On October 24th we hosted the third Manchester Web Meetup at LADbible. Way more people showed up to visit our freshly refurbished office and listen to us talk about our continuous integration workflows than we were expecting, so it turned into quite a night! I gave a talk based on the Medium article I wrote, and it felt very cool to be able to answer questions about my work and get excited about the things we're doing on this project without feeling like a total noob. I guess that's because I'm not a total noob anymore. Two of my colleagues who spoke that night had been with us for less than a month by then, and it was amazing to realise just how much they'd done for the project in such a short space of time.
A couple of days ago, a few of us from the LADbible tech team attended the Stemettes Monster Confidence event.
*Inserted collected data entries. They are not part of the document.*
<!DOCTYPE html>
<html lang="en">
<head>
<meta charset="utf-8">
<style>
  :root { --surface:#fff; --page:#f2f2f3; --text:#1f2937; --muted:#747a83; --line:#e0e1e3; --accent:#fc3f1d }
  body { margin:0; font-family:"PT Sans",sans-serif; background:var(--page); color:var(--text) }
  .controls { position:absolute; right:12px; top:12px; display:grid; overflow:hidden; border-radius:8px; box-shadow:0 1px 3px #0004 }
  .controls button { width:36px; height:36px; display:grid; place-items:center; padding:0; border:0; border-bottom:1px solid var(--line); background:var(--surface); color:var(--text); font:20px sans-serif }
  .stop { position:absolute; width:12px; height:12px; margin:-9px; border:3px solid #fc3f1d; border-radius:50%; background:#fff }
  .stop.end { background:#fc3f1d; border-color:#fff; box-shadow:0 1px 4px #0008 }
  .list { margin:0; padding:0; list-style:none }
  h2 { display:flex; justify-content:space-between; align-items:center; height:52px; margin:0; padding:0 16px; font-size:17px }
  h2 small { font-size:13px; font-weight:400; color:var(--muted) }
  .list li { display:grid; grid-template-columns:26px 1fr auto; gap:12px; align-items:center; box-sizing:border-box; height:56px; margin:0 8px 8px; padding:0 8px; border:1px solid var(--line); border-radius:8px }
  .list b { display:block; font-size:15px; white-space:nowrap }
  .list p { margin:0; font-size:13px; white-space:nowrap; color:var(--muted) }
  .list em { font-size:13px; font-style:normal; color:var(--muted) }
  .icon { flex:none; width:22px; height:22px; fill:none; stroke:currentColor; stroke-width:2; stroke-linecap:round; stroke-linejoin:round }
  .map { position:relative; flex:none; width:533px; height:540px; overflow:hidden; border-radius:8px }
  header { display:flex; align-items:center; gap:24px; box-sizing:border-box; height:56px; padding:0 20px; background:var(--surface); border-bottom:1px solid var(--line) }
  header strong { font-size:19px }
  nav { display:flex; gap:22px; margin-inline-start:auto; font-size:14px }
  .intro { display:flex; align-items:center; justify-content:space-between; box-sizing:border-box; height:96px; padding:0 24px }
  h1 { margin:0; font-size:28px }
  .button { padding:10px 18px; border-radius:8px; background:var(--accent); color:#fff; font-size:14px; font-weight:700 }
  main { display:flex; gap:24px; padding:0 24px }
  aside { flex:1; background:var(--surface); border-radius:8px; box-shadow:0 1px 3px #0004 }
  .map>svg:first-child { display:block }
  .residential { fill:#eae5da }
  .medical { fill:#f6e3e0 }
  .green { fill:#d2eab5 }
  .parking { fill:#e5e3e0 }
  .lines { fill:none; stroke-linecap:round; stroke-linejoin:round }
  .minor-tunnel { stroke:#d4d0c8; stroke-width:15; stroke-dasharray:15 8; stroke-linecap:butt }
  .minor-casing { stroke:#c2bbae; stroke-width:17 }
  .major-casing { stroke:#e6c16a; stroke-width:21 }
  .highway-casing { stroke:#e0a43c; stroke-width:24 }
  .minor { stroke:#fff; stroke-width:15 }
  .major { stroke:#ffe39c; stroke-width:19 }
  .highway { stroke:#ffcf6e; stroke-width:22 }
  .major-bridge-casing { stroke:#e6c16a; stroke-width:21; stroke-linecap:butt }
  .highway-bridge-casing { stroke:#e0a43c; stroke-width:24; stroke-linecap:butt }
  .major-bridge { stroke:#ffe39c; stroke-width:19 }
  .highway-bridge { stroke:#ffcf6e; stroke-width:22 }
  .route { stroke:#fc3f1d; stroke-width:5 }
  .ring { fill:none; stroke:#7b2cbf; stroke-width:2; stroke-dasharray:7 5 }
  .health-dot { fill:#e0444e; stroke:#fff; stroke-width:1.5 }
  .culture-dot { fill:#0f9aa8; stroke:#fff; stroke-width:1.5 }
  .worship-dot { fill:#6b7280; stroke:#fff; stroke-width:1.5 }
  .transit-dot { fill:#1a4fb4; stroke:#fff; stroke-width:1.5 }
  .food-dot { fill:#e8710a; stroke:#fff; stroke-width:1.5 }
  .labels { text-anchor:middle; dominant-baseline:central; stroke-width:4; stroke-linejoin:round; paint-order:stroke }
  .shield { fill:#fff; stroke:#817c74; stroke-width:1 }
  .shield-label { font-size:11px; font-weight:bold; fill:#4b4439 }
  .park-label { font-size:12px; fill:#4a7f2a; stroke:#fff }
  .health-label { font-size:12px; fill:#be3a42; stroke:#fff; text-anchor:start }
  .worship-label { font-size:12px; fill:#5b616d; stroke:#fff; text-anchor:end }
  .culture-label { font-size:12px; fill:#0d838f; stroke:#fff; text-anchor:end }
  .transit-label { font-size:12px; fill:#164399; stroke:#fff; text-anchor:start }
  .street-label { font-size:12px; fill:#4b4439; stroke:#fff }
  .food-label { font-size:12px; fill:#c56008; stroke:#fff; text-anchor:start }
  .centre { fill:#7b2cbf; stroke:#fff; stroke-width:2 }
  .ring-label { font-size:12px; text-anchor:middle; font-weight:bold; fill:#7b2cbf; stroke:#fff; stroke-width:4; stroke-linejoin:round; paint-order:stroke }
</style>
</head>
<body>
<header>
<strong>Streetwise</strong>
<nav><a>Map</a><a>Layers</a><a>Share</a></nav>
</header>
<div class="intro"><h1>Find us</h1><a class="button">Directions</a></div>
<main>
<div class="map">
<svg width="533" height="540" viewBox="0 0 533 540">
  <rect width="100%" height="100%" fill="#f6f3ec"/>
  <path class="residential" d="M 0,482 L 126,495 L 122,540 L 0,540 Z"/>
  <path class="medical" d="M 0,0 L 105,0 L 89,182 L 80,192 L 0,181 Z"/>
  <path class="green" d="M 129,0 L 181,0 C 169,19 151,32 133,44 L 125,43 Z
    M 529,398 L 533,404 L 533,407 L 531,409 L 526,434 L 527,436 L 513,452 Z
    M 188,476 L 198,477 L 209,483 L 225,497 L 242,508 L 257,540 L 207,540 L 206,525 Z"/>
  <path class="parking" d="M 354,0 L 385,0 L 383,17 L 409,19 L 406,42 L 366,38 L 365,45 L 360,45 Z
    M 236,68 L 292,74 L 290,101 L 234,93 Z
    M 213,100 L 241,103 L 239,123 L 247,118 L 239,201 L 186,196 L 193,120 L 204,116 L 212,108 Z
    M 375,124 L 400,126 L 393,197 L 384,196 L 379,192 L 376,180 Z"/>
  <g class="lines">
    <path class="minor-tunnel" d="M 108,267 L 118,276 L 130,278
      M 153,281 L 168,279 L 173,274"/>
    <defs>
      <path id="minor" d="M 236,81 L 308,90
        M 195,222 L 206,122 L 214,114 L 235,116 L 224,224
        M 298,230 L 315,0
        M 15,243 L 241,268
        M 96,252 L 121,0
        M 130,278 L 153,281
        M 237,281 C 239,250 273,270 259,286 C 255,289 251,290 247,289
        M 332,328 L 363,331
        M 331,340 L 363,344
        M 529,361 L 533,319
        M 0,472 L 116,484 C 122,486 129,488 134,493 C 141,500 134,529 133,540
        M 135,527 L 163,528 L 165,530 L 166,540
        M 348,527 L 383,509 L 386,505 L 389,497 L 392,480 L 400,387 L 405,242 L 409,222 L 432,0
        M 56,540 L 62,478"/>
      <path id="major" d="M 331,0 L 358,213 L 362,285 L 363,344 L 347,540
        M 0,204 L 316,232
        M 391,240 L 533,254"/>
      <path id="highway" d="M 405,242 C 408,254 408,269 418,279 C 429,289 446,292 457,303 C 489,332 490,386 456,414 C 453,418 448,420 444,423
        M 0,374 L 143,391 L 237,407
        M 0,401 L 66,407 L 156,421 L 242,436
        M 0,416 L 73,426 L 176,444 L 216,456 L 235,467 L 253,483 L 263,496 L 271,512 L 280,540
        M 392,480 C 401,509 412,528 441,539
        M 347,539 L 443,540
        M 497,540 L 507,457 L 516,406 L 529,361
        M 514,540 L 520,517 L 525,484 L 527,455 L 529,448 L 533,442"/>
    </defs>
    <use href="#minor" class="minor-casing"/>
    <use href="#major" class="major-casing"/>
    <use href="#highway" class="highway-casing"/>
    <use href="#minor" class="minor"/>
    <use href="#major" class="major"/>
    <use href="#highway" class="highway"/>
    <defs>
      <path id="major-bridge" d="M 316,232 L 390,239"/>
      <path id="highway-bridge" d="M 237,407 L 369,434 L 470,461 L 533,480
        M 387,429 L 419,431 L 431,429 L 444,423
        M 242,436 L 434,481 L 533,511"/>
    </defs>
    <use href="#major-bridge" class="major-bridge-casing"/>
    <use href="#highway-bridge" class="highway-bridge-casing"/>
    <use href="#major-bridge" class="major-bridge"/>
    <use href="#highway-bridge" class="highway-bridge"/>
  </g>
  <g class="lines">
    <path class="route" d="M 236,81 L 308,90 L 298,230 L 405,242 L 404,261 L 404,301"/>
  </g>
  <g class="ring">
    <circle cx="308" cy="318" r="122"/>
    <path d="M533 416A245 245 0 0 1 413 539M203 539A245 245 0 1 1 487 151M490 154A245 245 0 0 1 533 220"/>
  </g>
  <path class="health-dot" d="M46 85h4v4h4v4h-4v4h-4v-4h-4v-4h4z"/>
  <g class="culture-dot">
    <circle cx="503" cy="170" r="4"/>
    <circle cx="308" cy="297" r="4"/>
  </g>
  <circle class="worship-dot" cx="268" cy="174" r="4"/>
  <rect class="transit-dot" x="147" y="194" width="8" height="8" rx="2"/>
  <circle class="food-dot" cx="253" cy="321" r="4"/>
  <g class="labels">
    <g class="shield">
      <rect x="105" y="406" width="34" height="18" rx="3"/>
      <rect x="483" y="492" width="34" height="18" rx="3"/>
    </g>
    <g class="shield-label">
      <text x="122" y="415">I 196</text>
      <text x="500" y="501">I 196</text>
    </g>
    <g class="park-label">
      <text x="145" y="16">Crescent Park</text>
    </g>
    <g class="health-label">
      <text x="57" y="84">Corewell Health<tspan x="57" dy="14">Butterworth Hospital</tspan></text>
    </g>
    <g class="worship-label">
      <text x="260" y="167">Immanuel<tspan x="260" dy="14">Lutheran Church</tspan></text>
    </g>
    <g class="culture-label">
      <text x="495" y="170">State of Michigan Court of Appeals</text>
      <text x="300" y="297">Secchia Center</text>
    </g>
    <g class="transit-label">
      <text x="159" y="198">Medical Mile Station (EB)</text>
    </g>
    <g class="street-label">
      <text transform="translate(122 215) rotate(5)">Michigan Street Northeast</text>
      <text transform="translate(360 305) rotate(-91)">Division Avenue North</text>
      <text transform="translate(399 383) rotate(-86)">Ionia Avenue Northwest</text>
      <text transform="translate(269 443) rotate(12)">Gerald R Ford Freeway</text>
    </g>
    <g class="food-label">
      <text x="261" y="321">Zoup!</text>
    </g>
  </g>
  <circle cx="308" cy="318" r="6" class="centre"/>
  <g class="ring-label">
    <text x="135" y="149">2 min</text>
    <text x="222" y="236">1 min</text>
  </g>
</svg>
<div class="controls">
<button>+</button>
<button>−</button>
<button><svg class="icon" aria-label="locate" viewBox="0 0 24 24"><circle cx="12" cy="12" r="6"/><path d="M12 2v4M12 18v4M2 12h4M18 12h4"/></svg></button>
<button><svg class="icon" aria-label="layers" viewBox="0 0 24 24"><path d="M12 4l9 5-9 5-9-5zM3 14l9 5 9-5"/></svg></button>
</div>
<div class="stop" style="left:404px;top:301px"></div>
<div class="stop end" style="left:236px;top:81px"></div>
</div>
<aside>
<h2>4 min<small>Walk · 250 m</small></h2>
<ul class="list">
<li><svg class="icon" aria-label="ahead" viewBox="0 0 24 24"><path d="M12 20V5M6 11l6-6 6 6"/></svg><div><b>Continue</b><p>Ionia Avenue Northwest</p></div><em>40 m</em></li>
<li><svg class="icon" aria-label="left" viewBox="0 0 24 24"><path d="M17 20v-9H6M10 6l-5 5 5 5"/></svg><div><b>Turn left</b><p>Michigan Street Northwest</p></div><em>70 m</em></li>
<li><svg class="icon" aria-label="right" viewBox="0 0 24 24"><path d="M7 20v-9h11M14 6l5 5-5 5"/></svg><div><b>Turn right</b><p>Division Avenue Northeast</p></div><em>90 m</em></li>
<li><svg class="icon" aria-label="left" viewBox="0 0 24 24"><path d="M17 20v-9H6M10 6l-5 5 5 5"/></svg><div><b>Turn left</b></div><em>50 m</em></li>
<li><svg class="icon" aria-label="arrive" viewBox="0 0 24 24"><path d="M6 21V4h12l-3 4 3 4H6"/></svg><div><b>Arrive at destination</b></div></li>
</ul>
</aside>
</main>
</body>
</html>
A lot of young ladies from local schools came to ask us about our STEM careers and find out what sort of options they have. It was amazing to see how passionate some of these young women are about their future careers! I didn't have anything like that level of confidence about my future when I left school - I wasn't even going into technology at university - and although an event like this would have been amazing for teenage Joey, the truth is that it just couldn't have existed. The internet was only just getting started when I was in high school. Facebook didn't exist until I was in uni, and coding in schools was absolutely not a thing. I taught myself HTML and CSS by ripping apart websites (mostly Hanson fansites, let's be honest), so I never considered web development to be an academic option. It was just something fun I did between prepping for exams and playing guitar.
But with that in mind, the advice I found myself giving out the most at the event was to find out what it is that you love doing most, and then get someone to pay you to do just that. If you're in a job where you love what you do and you never find yourself bored, you're in the right place. I absolutely feel that way about being a software engineer, moreso than I ever did as a musician or a teacher. This job just makes sense to me. I have confidence in my own abilities, and being able to pass that on to the next generation is... well, it's a pretty big deal.